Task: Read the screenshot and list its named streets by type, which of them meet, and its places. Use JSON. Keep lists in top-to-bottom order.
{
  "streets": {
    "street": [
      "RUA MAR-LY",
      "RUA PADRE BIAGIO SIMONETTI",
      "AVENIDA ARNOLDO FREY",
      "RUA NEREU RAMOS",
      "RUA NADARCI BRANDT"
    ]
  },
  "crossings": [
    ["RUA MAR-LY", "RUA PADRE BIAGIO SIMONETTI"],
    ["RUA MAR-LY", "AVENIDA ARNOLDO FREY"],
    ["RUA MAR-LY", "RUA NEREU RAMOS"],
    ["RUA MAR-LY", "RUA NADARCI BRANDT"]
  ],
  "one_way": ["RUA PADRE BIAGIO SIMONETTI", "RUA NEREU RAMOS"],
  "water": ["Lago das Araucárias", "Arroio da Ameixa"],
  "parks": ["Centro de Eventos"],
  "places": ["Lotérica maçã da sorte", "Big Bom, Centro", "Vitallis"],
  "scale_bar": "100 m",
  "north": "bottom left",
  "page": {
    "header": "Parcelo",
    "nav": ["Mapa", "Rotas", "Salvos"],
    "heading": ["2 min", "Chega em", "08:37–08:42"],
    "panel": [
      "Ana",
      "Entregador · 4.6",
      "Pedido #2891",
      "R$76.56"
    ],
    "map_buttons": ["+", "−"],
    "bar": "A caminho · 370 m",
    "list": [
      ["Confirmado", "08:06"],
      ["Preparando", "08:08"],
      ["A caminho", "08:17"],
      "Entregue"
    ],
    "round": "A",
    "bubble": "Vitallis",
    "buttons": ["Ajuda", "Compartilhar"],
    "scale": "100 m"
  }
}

> **Task directions**
Your response must contain the complete listing, copied without deviation.

> **Exercise output**
Task: Read the screenshot and list its named streets by type, which of them meet, and its places. Use JSON. Keep lists in top-to-bottom order.
{
  "streets": {
    "street": [
      "RUA MAR-LY",
      "RUA PADRE BIAGIO SIMONETTI",
      "AVENIDA ARNOLDO FREY",
      "RUA NEREU RAMOS",
      "RUA NADARCI BRANDT"
    ]
  },
  "crossings": [
    ["RUA MAR-LY", "RUA PADRE BIAGIO SIMONETTI"],
    ["RUA MAR-LY", "AVENIDA ARNOLDO FREY"],
    ["RUA MAR-LY", "RUA NEREU RAMOS"],
    ["RUA MAR-LY", "RUA NADARCI BRANDT"]
  ],
  "one_way": ["RUA PADRE BIAGIO SIMONETTI", "RUA NEREU RAMOS"],
  "water": ["Lago das Araucárias", "Arroio da Ameixa"],
  "parks": ["Centro de Eventos"],
  "places": ["Lotérica maçã da sorte", "Big Bom, Centro", "Vitallis"],
  "scale_bar": "100 m",
  "north": "bottom left",
  "page": {
    "header": "Parcelo",
    "nav": ["Mapa", "Rotas", "Salvos"],
    "heading": ["2 min", "Chega em", "08:37–08:42"],
    "panel": [
      "Ana",
      "Entregador · 4.6",
      "Pedido #2891",
      "R$76.56"
    ],
    "map_buttons": ["+", "−"],
    "bar": "A caminho · 370 m",
    "list": [
      ["Confirmado", "08:06"],
      ["Preparando", "08:08"],
      ["A caminho", "08:17"],
      "Entregue"
    ],
    "round": "A",
    "bubble": "Vitallis",
    "buttons": ["Ajuda", "Compartilhar"],
    "scale": "100 m"
  }
}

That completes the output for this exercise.